## [Task to complete]
Below are the records; give the number of their lines that contain the word "green" and nothing more.

___ Provided information

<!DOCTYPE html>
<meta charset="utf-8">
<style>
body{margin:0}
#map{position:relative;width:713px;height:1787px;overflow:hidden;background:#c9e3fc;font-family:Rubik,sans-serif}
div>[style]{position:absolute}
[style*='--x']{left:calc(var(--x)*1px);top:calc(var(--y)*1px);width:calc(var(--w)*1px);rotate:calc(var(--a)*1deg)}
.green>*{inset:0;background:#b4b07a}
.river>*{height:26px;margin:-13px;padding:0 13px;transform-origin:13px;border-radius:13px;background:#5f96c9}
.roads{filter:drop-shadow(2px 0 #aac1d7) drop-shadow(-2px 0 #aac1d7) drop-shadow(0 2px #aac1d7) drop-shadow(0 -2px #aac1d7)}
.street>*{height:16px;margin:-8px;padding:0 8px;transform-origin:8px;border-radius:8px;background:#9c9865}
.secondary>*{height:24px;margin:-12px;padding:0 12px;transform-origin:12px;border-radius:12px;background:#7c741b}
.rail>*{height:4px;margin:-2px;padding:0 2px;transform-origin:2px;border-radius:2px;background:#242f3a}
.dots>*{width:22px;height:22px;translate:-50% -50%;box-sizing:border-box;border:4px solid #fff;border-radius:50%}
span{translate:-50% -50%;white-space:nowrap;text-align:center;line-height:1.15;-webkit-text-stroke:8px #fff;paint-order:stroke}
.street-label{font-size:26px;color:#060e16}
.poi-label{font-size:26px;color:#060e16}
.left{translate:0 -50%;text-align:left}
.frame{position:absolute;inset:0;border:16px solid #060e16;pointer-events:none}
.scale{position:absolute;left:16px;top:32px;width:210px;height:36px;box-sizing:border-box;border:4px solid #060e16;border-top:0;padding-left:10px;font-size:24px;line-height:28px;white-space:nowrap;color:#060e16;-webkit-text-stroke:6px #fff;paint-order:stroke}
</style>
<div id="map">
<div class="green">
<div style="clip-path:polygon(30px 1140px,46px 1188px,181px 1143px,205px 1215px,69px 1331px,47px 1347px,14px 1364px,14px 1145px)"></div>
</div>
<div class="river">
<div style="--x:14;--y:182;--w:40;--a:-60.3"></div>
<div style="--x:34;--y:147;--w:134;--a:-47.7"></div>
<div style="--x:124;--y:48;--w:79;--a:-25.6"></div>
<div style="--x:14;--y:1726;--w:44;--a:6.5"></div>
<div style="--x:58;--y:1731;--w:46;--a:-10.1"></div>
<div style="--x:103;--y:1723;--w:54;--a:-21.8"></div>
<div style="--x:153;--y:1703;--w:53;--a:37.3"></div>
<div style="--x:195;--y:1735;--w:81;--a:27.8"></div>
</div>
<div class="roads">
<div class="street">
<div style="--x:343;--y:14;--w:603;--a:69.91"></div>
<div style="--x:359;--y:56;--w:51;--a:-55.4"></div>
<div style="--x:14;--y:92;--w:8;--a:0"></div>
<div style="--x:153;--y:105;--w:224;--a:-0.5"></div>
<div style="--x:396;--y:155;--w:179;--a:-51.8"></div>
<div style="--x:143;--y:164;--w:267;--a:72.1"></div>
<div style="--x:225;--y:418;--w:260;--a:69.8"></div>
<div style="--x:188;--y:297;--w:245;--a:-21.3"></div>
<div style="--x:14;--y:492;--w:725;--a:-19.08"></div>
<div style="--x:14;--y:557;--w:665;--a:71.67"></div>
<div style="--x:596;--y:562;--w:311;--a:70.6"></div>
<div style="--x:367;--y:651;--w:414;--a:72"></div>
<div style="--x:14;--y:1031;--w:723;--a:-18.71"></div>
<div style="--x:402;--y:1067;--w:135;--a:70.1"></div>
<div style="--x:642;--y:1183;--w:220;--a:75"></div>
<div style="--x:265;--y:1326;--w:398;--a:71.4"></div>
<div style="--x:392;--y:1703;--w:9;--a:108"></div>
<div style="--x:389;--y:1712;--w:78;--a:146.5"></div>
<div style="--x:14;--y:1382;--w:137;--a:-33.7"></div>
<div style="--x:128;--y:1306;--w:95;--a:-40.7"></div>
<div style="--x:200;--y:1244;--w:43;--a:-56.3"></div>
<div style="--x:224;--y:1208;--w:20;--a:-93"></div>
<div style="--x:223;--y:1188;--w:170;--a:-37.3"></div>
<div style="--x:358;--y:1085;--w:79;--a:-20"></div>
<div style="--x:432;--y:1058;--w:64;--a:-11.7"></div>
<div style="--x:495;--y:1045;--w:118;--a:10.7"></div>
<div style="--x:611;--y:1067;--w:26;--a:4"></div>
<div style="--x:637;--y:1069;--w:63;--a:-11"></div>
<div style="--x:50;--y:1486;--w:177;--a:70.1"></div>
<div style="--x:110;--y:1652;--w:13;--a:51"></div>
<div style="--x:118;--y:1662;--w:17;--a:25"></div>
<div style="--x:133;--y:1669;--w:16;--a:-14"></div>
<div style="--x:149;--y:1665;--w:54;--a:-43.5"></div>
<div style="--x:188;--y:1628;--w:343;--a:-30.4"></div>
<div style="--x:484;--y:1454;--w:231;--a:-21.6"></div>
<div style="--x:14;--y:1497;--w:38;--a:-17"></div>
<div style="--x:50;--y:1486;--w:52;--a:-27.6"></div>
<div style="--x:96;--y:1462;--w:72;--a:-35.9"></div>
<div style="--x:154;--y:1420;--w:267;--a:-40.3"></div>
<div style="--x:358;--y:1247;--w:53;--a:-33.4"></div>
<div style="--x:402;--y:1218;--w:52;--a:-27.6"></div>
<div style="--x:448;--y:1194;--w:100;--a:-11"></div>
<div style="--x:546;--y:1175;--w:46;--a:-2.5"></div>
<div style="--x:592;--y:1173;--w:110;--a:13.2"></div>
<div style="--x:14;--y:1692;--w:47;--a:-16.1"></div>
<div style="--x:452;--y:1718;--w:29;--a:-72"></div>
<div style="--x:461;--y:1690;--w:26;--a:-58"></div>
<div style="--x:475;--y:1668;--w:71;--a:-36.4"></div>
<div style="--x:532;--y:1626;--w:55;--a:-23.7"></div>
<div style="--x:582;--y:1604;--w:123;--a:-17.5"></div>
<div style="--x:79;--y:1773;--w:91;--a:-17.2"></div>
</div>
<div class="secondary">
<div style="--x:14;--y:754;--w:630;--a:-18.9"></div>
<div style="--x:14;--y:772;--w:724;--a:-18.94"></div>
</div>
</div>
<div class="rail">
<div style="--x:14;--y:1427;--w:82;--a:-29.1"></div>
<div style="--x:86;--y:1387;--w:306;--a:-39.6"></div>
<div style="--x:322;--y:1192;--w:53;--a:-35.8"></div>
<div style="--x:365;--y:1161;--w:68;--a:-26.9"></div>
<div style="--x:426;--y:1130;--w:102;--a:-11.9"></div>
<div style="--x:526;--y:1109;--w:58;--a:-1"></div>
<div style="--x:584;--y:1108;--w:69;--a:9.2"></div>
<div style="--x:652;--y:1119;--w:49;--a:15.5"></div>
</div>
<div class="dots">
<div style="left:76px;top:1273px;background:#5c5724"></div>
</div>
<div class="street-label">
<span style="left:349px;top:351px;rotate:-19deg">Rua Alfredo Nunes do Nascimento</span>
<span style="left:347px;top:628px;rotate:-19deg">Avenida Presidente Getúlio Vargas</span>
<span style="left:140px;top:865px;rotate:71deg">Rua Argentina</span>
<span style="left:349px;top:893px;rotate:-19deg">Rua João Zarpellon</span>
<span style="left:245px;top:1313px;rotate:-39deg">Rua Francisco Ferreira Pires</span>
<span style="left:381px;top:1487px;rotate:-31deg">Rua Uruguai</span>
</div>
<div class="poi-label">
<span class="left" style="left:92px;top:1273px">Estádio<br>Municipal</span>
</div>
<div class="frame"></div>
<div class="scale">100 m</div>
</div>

______

## [Finished exercise]
2